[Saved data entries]
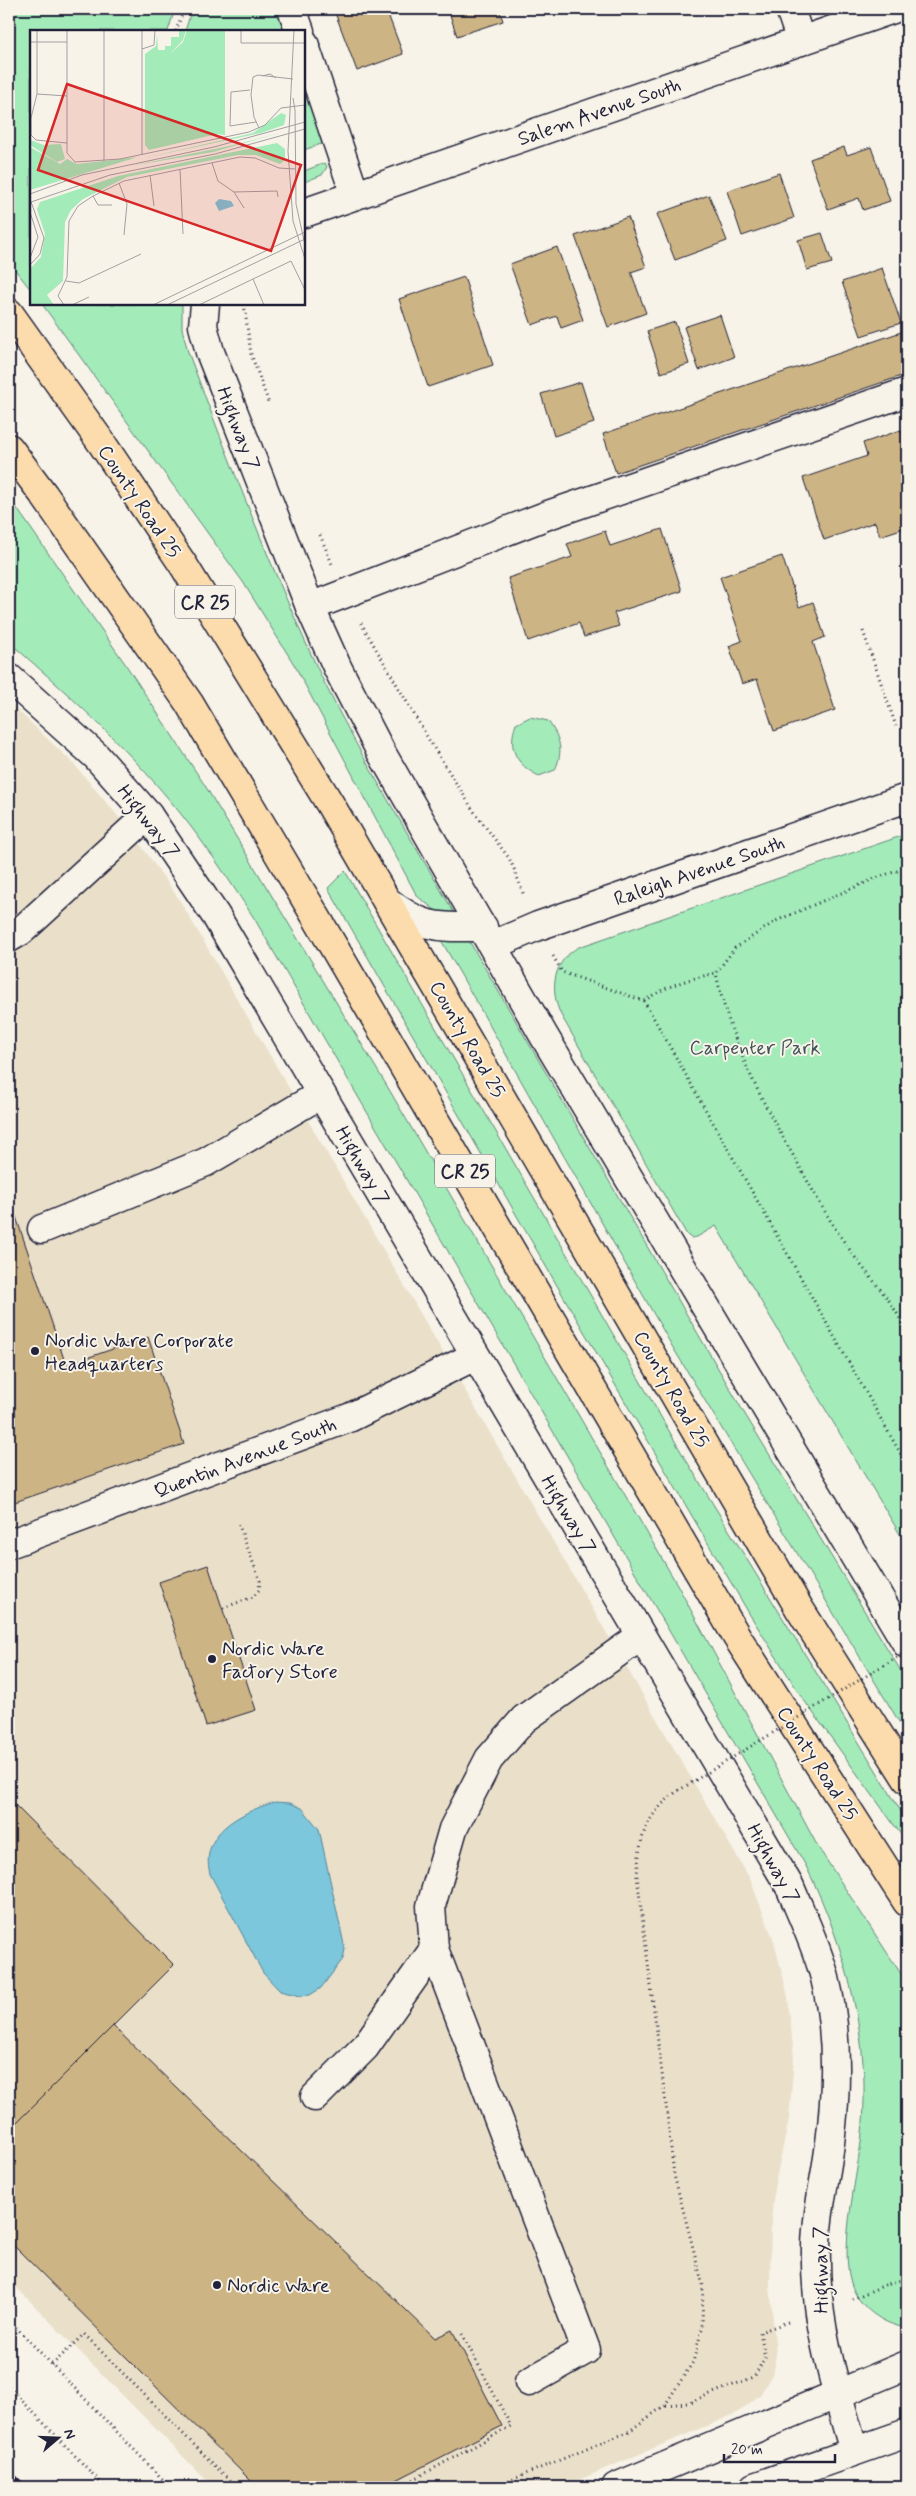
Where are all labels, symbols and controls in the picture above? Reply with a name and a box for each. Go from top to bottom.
inset map [30,30,305,305]
street label: Salem Avenue South [514,72,685,153]
street label: Highway 7 [207,383,266,475]
street label: County Road 25 [91,440,187,564]
road number: CR 25 [175,586,235,618]
street label: Highway 7 [109,779,185,866]
street label: Raleigh Avenue South [610,830,789,913]
street label: County Road 25 [422,976,511,1103]
park label: Carpenter Park [690,1035,820,1062]
street label: Highway 7 [326,1121,395,1211]
road number: CR 25 [435,1154,495,1188]
street label: County Road 25 [626,1326,715,1453]
place label: Nordic Ware Corporate Headquarters [45,1328,234,1378]
marker: Nordic Ware Corporate Headquarters [29,1345,41,1357]
street label: Quentin Avenue South [150,1411,341,1506]
street label: Highway 7 [532,1470,602,1560]
place label: Nordic Ware Factory Store [222,1636,338,1686]
marker: Nordic Ware Factory Store [206,1653,218,1665]
street label: County Road 25 [770,1701,864,1826]
street label: Highway 7 [738,1819,806,1909]
street label: Highway 7 [807,2226,838,2314]
place label: Nordic Ware [227,2273,330,2300]
marker: Nordic Ware [211,2279,223,2291]
north arrow [32,2414,82,2464]
text: N [59,2427,79,2441]
scale bar [724,2431,835,2463]
text: 20 m [731,2440,763,2460]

### [What the task asks]
Omit all pictures while transcribing the entries verbatim.

### [Response to this task]
Where are all labels, symbols and controls in the picture above? Reply with a name and a box for each. Go from top to bottom.
inset map [30,30,305,305]
street label: Salem Avenue South [514,72,685,153]
street label: Highway 7 [207,383,266,475]
street label: County Road 25 [91,440,187,564]
road number: CR 25 [175,586,235,618]
street label: Highway 7 [109,779,185,866]
street label: Raleigh Avenue South [610,830,789,913]
street label: County Road 25 [422,976,511,1103]
park label: Carpenter Park [690,1035,820,1062]
street label: Highway 7 [326,1121,395,1211]
road number: CR 25 [435,1154,495,1188]
street label: County Road 25 [626,1326,715,1453]
place label: Nordic Ware Corporate Headquarters [45,1328,234,1378]
marker: Nordic Ware Corporate Headquarters [29,1345,41,1357]
street label: Quentin Avenue South [150,1411,341,1506]
street label: Highway 7 [532,1470,602,1560]
place label: Nordic Ware Factory Store [222,1636,338,1686]
marker: Nordic Ware Factory Store [206,1653,218,1665]
street label: County Road 25 [770,1701,864,1826]
street label: Highway 7 [738,1819,806,1909]
street label: Highway 7 [807,2226,838,2314]
place label: Nordic Ware [227,2273,330,2300]
marker: Nordic Ware [211,2279,223,2291]
north arrow [32,2414,82,2464]
text: N [59,2427,79,2441]
scale bar [724,2431,835,2463]
text: 20 m [731,2440,763,2460]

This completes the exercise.